Professores, médicos, padres, garçons, benzedeiras, feirantes, gorozeiros, lavadores de carro, padeiros, barbeiros e até coveiros fazem parte da lista de figuras que, amados por uns e odiados por outros, não se esgotam nunca. Melhoral era o bêbado doidão do meu bairro no subúrbio do Rio de Janeiro. Querido pela maioria, quase foi trucidado pelo dono do sobrado e da farmácia de marquise de zinco sob a qual o inofensivo transeunte dormia. Certa feita, madrugada alta, mamado até a alma, Melhoral bateu seguidamente na porta de aço do estabelecimento. Morador do andar de cima, nada tão complicado para seu Ludgero abrir a loja para atender um “vizinho” adoentado.

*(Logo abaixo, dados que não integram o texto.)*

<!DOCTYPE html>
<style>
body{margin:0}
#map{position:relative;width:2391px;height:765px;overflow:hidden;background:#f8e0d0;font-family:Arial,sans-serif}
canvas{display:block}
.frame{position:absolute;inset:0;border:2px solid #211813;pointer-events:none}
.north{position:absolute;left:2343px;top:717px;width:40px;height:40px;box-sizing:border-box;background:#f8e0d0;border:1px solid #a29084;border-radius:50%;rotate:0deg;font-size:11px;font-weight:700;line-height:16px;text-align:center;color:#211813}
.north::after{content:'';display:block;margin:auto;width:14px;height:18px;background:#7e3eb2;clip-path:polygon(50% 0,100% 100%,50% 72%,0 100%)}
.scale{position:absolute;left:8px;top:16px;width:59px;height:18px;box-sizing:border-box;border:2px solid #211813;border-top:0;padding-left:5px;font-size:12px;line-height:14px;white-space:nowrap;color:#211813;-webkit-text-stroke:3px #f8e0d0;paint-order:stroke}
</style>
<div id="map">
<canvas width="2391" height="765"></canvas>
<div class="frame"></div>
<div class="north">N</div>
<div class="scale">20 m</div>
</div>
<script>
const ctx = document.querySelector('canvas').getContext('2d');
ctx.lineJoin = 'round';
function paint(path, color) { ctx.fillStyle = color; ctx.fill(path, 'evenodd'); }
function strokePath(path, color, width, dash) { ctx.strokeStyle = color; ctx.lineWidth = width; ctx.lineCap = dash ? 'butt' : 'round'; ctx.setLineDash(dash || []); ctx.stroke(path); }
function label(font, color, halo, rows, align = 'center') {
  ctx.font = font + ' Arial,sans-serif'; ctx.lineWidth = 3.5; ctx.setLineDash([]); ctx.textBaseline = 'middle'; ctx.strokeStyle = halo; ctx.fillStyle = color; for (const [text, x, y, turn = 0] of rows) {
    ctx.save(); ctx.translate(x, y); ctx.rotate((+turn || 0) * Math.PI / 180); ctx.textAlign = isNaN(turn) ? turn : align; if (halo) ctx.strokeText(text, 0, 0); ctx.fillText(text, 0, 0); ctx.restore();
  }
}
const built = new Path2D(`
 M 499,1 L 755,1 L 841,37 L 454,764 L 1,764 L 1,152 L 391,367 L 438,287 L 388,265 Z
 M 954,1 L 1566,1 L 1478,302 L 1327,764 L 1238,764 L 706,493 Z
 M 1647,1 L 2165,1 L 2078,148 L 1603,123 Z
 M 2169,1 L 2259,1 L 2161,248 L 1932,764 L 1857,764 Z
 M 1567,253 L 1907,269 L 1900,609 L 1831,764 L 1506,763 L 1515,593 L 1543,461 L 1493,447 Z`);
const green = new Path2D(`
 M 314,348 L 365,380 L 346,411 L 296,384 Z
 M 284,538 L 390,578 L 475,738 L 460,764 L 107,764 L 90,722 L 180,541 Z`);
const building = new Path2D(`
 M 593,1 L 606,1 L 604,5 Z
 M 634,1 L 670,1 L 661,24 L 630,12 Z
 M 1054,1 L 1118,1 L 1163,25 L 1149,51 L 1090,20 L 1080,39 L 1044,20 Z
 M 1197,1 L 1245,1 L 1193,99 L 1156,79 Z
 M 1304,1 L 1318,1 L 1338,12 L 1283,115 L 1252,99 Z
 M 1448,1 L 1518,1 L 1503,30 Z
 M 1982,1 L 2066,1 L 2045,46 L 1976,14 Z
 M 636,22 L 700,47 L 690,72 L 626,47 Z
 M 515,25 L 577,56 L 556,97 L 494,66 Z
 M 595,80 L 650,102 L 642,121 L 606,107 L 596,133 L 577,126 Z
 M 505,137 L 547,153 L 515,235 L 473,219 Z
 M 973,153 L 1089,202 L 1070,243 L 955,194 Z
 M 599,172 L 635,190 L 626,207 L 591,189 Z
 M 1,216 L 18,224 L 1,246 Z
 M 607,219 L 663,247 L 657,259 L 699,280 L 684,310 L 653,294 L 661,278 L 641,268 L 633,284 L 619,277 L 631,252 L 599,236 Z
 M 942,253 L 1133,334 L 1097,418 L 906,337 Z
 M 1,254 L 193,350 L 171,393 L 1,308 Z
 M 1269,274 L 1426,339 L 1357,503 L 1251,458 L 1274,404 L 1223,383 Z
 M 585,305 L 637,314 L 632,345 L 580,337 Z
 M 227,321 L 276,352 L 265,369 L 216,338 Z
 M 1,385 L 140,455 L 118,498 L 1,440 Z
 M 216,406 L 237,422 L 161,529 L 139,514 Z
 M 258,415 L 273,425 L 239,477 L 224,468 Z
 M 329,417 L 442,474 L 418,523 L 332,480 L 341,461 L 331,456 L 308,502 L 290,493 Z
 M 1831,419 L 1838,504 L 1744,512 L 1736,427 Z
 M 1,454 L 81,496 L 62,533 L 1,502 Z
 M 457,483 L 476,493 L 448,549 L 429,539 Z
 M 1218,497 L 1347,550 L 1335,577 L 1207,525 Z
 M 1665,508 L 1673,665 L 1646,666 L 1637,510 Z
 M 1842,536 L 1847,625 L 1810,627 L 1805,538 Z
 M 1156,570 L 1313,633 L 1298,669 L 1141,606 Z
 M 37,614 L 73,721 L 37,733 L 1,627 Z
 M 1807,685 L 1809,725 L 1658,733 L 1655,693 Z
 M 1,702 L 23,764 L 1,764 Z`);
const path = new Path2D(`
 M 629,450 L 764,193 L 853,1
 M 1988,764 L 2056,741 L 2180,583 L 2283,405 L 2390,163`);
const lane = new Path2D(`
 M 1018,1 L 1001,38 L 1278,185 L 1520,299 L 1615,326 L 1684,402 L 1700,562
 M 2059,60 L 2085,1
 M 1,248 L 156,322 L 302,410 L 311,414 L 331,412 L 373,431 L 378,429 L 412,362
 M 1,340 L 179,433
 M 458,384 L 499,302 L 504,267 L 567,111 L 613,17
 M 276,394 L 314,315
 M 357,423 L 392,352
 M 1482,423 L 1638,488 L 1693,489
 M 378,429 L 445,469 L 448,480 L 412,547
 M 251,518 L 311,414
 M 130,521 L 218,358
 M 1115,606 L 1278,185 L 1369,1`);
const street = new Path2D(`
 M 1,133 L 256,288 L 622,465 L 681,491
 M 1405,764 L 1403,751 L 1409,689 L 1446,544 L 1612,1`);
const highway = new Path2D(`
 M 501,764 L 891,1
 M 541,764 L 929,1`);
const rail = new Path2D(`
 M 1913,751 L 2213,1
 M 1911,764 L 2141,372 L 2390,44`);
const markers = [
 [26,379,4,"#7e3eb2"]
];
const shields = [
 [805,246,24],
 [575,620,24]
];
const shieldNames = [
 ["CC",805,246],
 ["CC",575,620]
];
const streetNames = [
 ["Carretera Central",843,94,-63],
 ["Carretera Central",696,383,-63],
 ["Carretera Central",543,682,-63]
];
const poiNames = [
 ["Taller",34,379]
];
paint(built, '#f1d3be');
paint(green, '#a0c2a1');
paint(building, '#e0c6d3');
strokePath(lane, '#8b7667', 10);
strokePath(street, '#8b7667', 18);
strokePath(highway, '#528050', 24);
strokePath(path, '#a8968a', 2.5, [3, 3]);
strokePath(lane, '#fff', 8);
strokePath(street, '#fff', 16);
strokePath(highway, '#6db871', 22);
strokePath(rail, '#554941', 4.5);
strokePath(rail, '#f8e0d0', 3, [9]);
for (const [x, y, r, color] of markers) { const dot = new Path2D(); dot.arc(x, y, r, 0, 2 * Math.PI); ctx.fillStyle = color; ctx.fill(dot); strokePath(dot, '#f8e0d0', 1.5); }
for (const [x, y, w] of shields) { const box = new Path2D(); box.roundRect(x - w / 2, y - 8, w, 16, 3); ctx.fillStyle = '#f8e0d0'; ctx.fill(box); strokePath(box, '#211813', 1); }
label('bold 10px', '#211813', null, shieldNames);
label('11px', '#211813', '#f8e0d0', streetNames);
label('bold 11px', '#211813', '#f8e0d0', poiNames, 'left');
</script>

O problema é que, após colocar o jaleco de serviço, o farmacêutico deu de cara com o tal bebum querendo apenas se pesar. É óbvio que a fúria de seu Ludgero recebeu o aval de todos os lojistas da região. Desajeitado de berço, mas lindo graças à natureza brincalhona, João do Fusca era vendedor de hortifrutas, galinhas, tomates e ovos frescos. No bairro, não há um (ou uma) que nunca tenha provado ou apertado seu rabanete, sua cenoura, seus ovos, tomates ou o pepino que sempre levava escondido no fundo do carrinho. As carambolas, seriguelas e os mamões papaias ficavam mais expostos. A estratégia era simples: evitar que toques mais robustos das madames da periferia deixassem os ovos e os tomates meio bambos.
Tocador de trombone de vara nas horas vagas, seu João era um homem simples, mas ficou marcado por um trágico acidente até hoje mal interpretado pelos contadores de história. João era maestro da bandinha da Igreja Matriz, localizada na área mais íngreme do bairro servido por ônibus do tipo jardineira. Ao participar de uma das procissões em homenagem ao Senhor Morto, ele não viu a condução descendo a ladeira sem freio. Em um embargo auricular meio truncado, foi informado pelo coroinha do trágico sucedido. Como entendeu mal, sinalizou para os companheiros da banda, deu o primeiro acorde e tascou Jardineira, a canção de maior sucesso do saudoso Orlando Silva.
Entre mortos e feridos, salvou-se apenas padre Ambrósio, o mesmo que, pouco tempo depois, recebeu diploma de reconhecimento de um circo mambembe que estava afixado em uma praça do bairro. Por isso, acabou excomungado pelas beatas mais senhorinhas. O problema ocorreu em um dia em que o enviado de Francisco estava no confessionário atendendo os paroquianos, quando avistou um rapaz que não conhecia. Era o acrobata do circo. Surpreso e neófito no tema, padre Ambrósio pediu para que o moço fizesse uma demonstração. Terminada a confissão, o jovem deixou o confessionário dando cambalhotas e plantando bananeiras.
Na fila das confissões, duas velhinhas se entreolharam e uma disse para a outra: “Comadre, vamos embora rápido. A penitência hoje é complicada e eu estou sem calcinha”. Para evitar queda drástica na arrecadação da igreja, padre Ambrósio foi transferido para o interior do Estado. Entre as figuras que não se acabam, Valdir, o primogênito da família dos Schneider, era o supervisor geral dos coveiros do cemitério local. Frequentador de currutelas, Didi Linguição nunca enterrou ninguém, mas era conhecido de todos na vizinhança. Sem estatísticas sobre os companheiros que já havia visto sendo literalmente enterrados, Didi criou um macabro bordão que até hoje é marca registrada de sua longa e feliz vida: “Quem é vivo sempre aparece”.
As bizarrices são das mais diversas. Dona Odete, a benzedeira de novos e velhos, me ensinou que pouco sexo atrapalha a memória. Por causa dela, nunca mais esqueci a fórmula da Cibalena (Dimetilaminofenilpirazolona). Lavador de carro e dos melhores garçons nas horas de folga, Dezinho do Boga quase morreu no fim de uma festa de casamento na quadra de ensaios do Solta o Bicho, bloco carnavalesco do bairro. Comes e bebes já quase fartando, Dezinho todo fantasiado e de gravata borboleta, eis que alguém gritou: “Todos os homens casados, por favor, fiquem ao lado da pessoa que tem feito sua vida valer a pena”. Dezinho por pouco não perdeu o boga e foi esmagado na confusão. Dizem que Dezinho foi quem inspirou Reginaldo Rossi, o conde do Brega, na canção Garçom. No balançar dos ovos, de médico, padre, bêbado e louco todos temos um pouco.